Please print exactly the line containing "Parse the image" and every line after it to the end of the records below, and nothing more.

Dataset entries
--*--

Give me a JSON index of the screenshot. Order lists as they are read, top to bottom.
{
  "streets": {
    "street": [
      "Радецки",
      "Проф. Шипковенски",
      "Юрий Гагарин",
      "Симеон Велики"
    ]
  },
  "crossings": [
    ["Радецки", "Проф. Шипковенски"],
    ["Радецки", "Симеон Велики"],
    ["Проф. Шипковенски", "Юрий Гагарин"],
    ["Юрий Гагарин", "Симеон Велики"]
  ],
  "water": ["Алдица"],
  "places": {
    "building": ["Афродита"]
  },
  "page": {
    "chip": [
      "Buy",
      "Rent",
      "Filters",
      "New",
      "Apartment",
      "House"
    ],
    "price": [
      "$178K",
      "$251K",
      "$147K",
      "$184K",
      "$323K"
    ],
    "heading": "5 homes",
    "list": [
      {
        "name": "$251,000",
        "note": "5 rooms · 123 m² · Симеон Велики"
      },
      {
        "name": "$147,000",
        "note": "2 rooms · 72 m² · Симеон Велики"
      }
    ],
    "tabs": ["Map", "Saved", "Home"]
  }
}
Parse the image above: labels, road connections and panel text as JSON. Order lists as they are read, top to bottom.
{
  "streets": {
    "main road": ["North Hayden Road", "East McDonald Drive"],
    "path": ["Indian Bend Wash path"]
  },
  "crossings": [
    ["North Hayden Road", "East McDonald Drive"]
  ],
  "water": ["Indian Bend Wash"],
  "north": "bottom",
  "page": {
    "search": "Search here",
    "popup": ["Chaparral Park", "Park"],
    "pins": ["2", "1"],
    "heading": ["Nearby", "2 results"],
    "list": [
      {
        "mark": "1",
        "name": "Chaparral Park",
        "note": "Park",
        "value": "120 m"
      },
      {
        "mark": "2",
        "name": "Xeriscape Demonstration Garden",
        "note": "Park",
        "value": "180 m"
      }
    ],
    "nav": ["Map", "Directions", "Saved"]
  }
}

--*--

**Completed exercise:**
Parse the image above: labels, road connections and panel text as JSON. Order lists as they are read, top to bottom.
{
  "streets": {
    "main road": ["North Hayden Road", "East McDonald Drive"],
    "path": ["Indian Bend Wash path"]
  },
  "crossings": [
    ["North Hayden Road", "East McDonald Drive"]
  ],
  "water": ["Indian Bend Wash"],
  "north": "bottom",
  "page": {
    "search": "Search here",
    "popup": ["Chaparral Park", "Park"],
    "pins": ["2", "1"],
    "heading": ["Nearby", "2 results"],
    "list": [
      {
        "mark": "1",
        "name": "Chaparral Park",
        "note": "Park",
        "value": "120 m"
      },
      {
        "mark": "2",
        "name": "Xeriscape Demonstration Garden",
        "note": "Park",
        "value": "180 m"
      }
    ],
    "nav": ["Map", "Directions", "Saved"]
  }
}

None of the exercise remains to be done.